■ Source data:
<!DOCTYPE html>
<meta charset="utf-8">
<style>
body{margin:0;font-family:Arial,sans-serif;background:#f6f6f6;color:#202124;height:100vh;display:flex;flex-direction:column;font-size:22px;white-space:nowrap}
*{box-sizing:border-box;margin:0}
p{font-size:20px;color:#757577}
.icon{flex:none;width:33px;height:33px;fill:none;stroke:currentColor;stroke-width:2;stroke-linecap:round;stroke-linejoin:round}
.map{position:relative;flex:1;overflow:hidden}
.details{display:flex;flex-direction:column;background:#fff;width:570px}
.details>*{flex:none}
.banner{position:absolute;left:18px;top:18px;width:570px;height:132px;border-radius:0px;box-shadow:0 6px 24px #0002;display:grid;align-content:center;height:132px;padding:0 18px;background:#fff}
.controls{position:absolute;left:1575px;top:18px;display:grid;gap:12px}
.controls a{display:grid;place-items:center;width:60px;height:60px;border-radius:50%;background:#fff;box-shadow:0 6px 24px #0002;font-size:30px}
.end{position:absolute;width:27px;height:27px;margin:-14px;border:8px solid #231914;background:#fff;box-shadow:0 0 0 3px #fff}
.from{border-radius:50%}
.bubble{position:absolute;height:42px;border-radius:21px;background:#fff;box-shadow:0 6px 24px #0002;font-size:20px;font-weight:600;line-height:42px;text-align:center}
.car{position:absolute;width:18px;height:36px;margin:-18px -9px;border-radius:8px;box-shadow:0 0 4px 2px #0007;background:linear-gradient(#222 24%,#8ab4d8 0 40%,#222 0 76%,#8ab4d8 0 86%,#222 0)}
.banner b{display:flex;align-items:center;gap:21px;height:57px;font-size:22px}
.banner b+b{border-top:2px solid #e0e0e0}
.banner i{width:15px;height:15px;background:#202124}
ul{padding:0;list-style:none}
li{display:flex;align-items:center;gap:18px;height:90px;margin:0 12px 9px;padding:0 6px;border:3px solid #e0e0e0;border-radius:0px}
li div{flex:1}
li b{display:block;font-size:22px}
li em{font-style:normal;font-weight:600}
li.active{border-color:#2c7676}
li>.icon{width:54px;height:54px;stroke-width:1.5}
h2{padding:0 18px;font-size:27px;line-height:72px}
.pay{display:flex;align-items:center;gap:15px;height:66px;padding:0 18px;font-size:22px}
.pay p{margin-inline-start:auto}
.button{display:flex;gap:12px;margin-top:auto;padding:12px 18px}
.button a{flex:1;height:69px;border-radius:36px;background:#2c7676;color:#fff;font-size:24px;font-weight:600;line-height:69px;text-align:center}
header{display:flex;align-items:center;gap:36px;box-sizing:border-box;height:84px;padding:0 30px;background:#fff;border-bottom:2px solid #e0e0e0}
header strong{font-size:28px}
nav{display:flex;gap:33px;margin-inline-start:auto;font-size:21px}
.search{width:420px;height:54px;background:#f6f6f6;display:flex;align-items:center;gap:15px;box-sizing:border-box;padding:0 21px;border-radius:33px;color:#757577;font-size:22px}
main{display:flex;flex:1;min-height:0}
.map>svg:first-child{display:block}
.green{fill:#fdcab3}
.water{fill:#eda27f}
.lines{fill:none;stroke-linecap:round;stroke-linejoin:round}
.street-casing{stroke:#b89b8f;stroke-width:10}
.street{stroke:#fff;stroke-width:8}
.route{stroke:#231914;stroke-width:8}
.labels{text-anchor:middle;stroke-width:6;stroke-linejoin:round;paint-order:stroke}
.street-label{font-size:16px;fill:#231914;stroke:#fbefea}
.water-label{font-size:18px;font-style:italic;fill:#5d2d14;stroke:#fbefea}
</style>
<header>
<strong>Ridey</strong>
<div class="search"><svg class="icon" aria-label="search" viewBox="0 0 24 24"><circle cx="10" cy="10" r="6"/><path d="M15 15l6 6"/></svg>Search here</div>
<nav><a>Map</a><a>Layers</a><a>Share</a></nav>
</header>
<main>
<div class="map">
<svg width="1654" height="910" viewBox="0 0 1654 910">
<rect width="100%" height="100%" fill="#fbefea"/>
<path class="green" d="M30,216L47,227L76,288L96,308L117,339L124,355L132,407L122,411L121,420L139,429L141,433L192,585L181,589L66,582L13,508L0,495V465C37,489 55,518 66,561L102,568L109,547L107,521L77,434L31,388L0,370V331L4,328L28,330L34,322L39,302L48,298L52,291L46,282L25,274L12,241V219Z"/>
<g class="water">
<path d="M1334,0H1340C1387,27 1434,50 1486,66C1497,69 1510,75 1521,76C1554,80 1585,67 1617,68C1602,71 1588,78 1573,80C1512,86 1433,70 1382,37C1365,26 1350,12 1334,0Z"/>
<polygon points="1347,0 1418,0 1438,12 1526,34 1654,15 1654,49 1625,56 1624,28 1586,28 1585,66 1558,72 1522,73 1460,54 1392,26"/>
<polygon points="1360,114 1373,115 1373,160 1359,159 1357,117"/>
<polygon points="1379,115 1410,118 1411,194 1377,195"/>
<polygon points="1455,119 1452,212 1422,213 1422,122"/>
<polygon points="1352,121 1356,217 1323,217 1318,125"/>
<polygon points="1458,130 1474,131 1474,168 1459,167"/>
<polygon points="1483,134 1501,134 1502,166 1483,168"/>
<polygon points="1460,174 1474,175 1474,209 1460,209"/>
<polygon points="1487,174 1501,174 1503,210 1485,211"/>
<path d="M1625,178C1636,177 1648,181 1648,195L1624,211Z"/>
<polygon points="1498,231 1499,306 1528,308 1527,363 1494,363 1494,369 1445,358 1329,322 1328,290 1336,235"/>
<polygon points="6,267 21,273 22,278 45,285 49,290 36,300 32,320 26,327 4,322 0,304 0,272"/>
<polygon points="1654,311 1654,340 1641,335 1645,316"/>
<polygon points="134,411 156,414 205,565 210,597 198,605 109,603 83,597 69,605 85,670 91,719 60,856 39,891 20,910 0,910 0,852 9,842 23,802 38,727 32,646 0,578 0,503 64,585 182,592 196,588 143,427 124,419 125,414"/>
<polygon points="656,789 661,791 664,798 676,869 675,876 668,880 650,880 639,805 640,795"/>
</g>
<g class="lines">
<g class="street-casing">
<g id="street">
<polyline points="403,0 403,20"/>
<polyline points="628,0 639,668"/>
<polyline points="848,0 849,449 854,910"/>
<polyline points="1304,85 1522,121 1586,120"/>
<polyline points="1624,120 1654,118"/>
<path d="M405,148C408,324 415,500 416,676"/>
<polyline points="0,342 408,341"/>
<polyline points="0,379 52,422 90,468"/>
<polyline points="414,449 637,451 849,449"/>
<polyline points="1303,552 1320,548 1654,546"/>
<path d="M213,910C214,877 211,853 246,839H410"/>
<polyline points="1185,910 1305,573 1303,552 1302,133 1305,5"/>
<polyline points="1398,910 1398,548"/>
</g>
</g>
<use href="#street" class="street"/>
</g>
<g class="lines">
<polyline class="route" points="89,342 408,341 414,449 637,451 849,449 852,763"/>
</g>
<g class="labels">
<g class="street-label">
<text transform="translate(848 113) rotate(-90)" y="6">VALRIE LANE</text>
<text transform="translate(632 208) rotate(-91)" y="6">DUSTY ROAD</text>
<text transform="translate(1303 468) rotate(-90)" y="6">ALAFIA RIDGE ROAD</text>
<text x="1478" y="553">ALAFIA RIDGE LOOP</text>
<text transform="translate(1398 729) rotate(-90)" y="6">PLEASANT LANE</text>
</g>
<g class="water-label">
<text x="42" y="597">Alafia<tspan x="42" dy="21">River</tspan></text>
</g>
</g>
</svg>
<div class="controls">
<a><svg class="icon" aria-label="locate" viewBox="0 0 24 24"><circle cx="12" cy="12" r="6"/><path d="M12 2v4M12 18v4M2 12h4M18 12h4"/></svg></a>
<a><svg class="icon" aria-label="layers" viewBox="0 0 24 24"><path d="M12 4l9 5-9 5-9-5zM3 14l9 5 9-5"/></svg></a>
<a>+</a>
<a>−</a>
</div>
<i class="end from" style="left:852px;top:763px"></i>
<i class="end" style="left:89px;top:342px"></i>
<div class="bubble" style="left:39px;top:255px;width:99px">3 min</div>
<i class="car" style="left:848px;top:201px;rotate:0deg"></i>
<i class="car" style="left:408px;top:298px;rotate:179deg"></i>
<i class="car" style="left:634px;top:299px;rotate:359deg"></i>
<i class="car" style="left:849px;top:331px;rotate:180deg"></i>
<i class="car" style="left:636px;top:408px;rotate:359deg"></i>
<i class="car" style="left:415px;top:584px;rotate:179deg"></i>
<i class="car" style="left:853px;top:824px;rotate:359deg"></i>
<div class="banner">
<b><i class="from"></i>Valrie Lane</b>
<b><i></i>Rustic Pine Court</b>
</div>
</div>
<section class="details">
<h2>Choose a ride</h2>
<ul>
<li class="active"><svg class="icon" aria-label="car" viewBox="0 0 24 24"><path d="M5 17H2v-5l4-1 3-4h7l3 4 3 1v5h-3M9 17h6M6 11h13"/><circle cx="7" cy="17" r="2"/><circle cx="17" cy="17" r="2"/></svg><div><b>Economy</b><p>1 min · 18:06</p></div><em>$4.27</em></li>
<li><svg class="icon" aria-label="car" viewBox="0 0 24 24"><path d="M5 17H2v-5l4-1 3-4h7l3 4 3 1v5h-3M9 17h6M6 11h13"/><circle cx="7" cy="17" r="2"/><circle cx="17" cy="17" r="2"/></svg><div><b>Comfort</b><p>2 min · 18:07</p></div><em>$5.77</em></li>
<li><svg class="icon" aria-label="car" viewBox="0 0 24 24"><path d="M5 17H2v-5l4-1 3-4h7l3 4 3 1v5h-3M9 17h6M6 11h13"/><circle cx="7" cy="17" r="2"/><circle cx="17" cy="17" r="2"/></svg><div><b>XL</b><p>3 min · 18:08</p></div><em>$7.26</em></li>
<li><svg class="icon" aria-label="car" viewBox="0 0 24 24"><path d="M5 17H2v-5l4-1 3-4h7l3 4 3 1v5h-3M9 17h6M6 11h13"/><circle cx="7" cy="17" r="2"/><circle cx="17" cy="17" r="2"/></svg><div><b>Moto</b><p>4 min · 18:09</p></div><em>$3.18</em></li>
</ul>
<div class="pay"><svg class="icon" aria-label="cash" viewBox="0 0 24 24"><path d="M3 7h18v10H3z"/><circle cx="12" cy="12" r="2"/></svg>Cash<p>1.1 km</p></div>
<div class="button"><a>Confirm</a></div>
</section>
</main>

■ How to complete this task:
Working through the entries above, copy every line in which "none" is found.

■ Task solution:
.icon{flex:none;width:33px;height:33px;fill:none;stroke:currentColor;stroke-width:2;stroke-linecap:round;stroke-linejoin:round}
.details>*{flex:none}
ul{padding:0;list-style:none}
.lines{fill:none;stroke-linecap:round;stroke-linejoin:round}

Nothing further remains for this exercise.